**Recorded information**

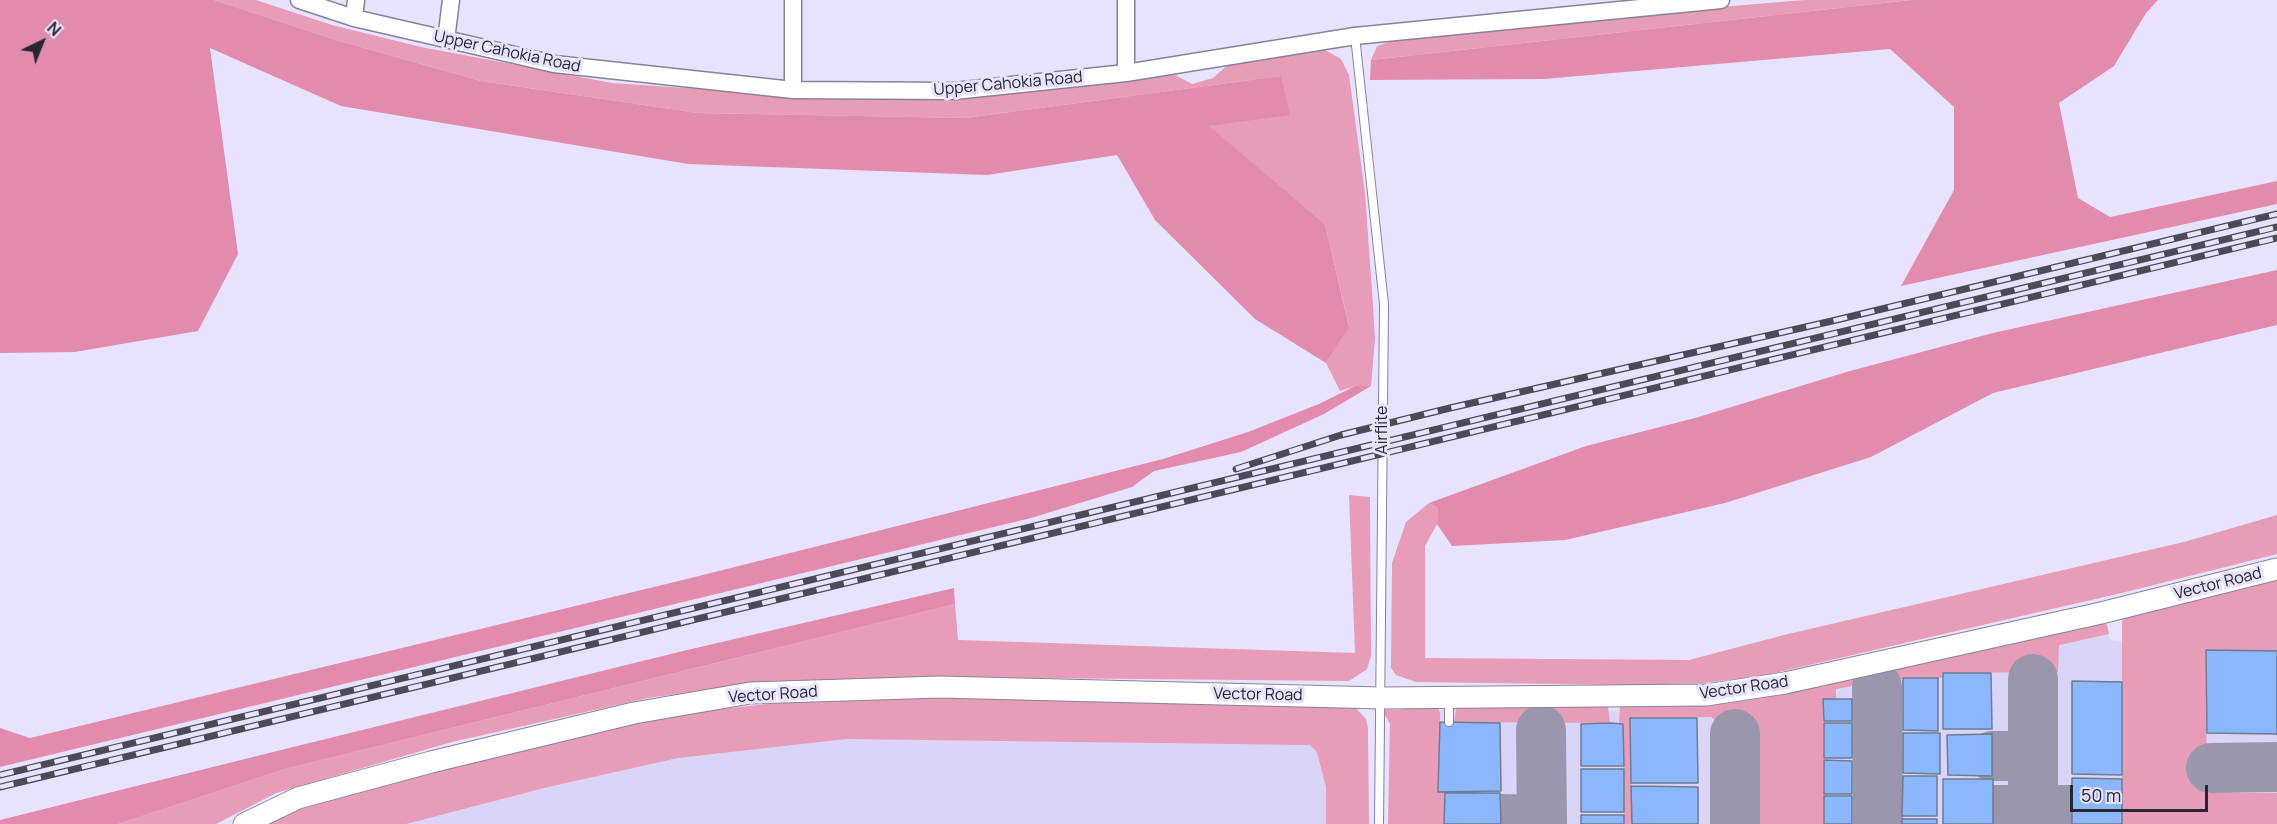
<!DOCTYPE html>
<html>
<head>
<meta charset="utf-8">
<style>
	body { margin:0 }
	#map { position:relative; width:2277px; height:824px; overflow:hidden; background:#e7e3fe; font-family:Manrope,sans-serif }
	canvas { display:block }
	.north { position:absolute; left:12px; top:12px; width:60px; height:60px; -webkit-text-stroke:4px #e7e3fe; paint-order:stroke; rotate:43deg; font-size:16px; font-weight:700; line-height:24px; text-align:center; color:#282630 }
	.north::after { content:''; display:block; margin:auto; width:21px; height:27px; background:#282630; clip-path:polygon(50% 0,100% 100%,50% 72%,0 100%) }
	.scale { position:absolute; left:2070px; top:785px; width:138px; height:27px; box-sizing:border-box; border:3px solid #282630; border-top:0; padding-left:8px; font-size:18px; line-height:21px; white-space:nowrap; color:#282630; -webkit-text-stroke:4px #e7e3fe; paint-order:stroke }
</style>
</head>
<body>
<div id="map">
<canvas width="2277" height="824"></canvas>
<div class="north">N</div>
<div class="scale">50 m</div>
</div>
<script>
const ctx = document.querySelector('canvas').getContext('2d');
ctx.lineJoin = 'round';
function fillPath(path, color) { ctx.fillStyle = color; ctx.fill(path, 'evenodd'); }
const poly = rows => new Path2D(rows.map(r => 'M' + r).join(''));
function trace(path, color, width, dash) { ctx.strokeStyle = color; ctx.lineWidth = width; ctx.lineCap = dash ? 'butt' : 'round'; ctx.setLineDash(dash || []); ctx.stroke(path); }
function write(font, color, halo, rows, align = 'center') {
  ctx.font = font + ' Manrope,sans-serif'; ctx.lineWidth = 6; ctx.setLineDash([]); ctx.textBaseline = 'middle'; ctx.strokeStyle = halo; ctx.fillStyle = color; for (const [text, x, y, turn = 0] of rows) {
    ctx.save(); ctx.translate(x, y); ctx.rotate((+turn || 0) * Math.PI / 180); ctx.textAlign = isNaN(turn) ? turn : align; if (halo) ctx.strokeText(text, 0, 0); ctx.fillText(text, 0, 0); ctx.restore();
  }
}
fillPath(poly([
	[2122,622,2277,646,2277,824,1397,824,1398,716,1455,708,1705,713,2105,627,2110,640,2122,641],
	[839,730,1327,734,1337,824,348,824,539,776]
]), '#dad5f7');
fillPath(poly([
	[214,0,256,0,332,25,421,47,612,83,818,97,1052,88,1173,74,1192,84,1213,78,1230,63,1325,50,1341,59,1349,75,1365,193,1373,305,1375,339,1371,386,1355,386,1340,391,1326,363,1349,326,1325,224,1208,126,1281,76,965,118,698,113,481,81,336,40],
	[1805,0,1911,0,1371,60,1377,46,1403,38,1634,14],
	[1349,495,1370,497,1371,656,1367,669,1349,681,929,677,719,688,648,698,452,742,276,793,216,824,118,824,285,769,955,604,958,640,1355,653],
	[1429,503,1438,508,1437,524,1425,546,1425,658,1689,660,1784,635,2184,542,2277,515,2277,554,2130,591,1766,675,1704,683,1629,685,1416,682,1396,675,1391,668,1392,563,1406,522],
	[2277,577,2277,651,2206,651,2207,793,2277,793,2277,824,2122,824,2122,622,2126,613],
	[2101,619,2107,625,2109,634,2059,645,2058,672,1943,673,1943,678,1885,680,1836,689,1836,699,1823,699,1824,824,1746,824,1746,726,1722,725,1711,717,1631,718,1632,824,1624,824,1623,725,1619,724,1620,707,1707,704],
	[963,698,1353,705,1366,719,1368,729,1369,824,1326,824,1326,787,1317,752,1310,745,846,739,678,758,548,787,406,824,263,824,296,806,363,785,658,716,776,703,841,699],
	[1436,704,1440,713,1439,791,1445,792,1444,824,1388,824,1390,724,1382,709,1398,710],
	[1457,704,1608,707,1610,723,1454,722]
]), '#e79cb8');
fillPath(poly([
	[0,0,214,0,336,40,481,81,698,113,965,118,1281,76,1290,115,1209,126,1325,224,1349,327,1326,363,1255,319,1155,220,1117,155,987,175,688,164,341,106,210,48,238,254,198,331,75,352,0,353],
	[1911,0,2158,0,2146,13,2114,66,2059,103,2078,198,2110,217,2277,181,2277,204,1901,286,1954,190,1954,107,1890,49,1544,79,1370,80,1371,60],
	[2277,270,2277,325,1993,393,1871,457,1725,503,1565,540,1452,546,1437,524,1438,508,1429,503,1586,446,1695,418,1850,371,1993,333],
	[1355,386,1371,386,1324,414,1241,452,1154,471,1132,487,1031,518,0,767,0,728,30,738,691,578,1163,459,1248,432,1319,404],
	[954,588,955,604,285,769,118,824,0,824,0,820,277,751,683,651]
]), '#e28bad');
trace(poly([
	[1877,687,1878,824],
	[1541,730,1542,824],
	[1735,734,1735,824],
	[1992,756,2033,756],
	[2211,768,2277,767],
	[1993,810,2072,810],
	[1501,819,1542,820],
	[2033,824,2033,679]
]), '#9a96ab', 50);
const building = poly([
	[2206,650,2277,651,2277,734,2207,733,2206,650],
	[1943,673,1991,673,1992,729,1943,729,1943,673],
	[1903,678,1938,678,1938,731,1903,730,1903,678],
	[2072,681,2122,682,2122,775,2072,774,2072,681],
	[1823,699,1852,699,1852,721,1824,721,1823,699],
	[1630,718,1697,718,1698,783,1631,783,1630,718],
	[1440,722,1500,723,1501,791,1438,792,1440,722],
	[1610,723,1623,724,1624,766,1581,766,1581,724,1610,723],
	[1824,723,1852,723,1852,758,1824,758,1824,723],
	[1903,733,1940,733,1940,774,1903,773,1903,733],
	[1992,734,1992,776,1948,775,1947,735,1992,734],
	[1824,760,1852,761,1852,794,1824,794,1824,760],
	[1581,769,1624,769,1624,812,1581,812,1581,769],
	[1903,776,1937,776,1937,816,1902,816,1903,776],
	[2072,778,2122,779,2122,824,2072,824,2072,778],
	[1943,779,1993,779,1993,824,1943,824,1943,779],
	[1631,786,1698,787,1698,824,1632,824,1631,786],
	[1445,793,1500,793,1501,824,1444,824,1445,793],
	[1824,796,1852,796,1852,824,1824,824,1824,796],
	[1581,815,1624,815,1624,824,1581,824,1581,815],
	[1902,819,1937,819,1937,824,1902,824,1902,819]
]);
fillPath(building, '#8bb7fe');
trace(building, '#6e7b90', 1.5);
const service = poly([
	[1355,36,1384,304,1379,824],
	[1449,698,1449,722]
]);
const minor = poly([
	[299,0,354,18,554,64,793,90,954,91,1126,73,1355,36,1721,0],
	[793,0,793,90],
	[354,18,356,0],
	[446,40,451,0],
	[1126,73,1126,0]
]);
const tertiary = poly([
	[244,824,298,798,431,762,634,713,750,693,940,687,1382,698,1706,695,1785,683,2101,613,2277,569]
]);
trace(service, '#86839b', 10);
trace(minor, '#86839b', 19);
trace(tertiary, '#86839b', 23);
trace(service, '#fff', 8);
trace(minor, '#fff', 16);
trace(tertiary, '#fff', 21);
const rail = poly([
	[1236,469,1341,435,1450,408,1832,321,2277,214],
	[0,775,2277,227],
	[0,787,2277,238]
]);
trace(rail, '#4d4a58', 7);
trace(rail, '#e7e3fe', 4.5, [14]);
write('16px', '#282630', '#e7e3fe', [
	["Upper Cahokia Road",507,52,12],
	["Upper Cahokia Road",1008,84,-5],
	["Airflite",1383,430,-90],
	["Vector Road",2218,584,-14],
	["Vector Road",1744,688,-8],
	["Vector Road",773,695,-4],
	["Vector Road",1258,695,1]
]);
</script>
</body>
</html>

---

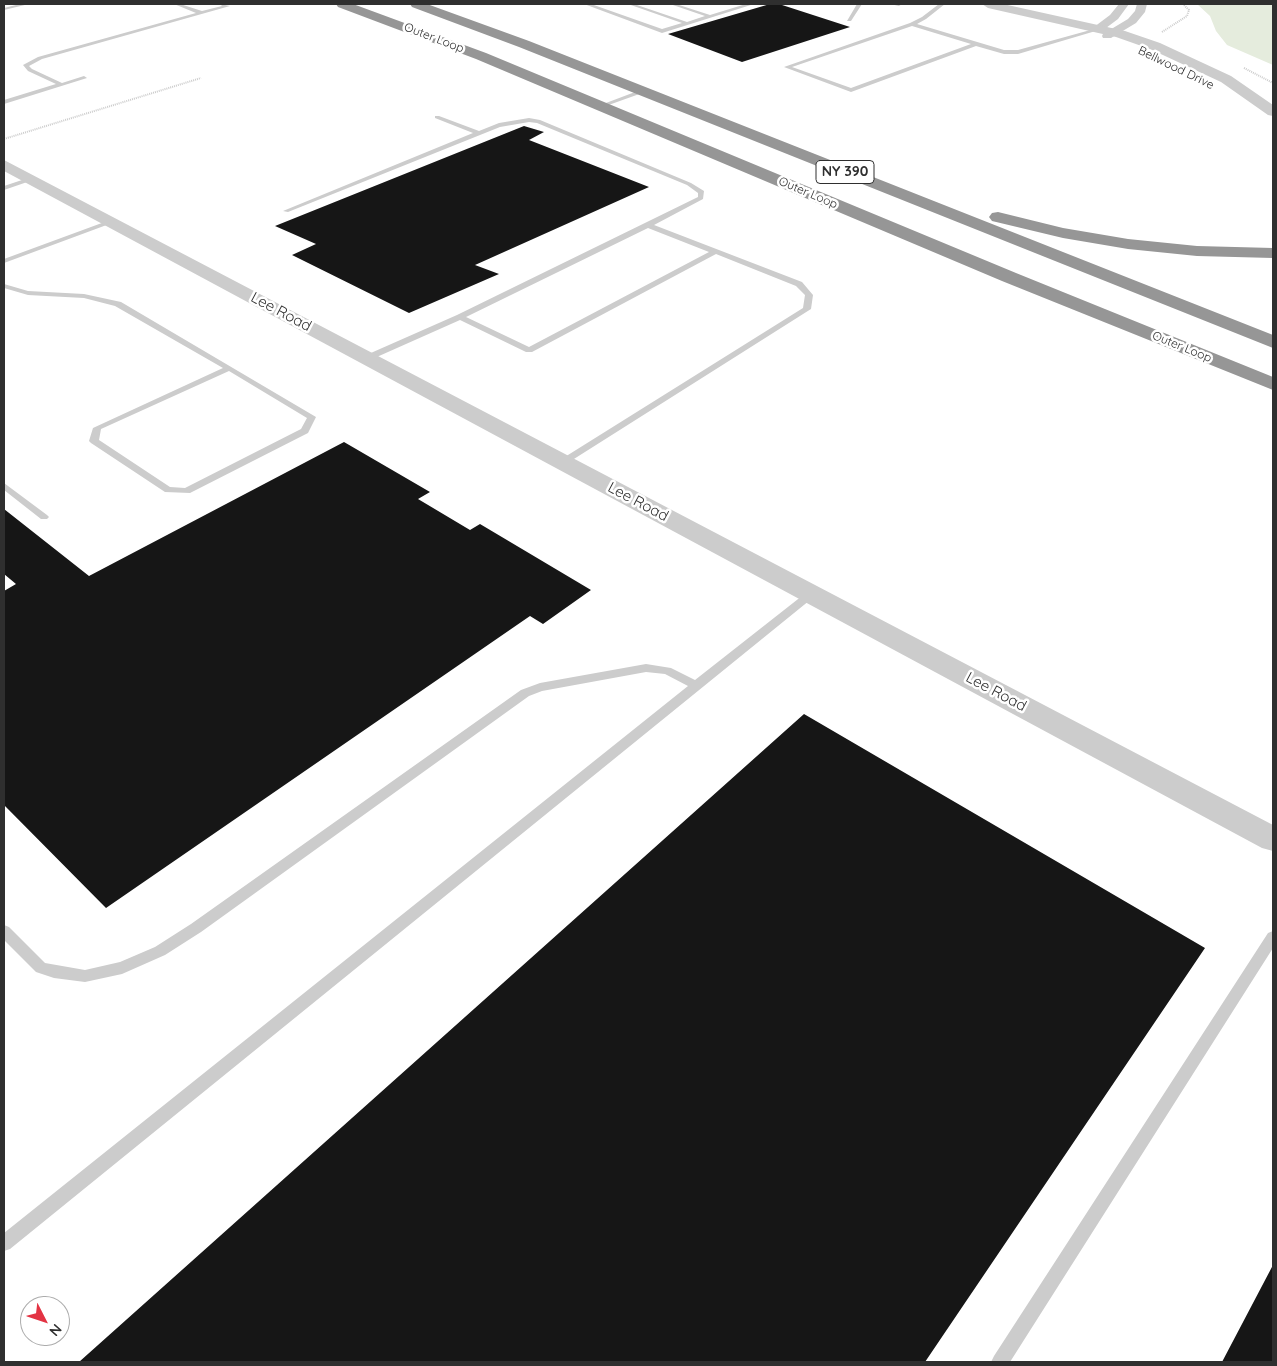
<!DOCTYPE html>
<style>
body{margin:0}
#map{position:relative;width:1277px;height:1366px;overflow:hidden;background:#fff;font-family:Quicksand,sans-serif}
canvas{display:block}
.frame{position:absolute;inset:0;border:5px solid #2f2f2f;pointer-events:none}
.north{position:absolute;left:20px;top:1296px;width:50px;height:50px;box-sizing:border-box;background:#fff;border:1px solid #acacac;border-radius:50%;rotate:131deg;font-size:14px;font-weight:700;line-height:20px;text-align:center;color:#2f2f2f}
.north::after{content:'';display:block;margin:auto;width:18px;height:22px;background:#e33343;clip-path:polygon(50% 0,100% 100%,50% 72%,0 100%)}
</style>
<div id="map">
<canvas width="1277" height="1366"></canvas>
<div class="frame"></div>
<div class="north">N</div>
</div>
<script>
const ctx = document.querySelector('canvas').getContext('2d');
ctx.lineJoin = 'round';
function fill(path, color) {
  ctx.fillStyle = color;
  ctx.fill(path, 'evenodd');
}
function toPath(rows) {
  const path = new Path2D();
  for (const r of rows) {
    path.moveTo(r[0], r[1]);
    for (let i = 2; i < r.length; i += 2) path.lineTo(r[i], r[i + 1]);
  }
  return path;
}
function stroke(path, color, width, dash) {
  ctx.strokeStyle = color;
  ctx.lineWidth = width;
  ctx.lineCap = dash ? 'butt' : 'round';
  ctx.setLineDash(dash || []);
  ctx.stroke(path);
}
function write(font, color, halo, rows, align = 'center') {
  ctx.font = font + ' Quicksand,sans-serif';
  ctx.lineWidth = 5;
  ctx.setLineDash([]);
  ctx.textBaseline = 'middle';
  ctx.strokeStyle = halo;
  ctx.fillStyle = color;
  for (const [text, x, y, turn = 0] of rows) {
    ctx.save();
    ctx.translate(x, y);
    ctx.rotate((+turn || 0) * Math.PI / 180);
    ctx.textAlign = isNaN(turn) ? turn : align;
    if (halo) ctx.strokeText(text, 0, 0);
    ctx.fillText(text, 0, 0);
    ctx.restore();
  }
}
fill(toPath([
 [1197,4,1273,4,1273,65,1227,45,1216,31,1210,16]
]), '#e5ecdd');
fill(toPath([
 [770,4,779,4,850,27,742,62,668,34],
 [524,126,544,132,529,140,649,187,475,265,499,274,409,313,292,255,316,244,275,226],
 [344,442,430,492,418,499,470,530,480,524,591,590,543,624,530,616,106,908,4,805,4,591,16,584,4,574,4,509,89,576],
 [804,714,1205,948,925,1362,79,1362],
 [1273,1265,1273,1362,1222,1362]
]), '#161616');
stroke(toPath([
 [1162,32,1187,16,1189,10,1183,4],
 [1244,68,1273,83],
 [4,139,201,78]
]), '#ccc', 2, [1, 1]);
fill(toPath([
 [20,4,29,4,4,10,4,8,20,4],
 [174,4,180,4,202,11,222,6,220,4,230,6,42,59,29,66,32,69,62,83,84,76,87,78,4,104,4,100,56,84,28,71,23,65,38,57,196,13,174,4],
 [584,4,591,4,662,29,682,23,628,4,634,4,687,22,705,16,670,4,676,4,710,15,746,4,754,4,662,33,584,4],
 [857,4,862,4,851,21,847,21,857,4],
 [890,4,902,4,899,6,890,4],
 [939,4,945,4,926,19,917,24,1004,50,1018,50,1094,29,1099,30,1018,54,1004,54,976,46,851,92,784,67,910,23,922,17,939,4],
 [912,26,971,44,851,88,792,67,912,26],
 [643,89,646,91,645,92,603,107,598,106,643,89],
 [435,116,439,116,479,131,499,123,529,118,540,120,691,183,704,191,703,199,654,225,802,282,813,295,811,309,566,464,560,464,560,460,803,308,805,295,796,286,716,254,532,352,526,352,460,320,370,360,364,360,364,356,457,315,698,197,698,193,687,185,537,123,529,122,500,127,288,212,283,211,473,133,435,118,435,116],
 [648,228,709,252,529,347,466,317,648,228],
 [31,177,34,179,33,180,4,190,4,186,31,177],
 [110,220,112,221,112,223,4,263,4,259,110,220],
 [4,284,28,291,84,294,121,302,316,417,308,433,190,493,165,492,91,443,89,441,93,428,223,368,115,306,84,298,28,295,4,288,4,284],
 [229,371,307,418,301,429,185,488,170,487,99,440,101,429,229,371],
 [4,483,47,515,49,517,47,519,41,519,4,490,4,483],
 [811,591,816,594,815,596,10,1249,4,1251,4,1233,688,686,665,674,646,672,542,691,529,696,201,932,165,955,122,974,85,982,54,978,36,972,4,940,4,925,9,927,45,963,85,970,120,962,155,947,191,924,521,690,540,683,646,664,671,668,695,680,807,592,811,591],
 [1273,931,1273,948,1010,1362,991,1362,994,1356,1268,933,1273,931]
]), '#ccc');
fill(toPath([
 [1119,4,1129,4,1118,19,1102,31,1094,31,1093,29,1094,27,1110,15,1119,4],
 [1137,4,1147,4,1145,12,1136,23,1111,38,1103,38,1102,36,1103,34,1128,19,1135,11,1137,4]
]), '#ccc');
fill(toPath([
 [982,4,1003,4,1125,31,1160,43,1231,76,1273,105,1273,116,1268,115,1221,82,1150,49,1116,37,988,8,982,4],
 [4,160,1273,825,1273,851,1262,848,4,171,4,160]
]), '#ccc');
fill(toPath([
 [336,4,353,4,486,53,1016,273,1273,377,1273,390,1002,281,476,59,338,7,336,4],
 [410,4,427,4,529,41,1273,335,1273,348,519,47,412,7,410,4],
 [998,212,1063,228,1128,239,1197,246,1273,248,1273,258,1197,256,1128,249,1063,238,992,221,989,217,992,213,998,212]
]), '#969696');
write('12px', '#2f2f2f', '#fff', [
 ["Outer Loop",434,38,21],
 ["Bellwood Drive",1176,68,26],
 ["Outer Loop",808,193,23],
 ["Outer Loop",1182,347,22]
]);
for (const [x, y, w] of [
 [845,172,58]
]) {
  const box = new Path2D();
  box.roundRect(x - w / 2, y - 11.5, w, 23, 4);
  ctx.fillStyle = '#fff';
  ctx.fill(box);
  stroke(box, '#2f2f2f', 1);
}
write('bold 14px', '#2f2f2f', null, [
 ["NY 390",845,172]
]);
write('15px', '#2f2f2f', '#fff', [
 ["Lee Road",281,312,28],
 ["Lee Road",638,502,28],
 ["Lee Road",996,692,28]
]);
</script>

**Exercise brief**
For each line above that contains the word "middle", make a copy.

**Result of this task**
  ctx.font = font + ' Manrope,sans-serif'; ctx.lineWidth = 6; ctx.setLineDash([]); ctx.textBaseline = 'middle'; ctx.strokeStyle = halo; ctx.fillStyle = color; for (const [text, x, y, turn = 0] of rows) {
  ctx.textBaseline = 'middle';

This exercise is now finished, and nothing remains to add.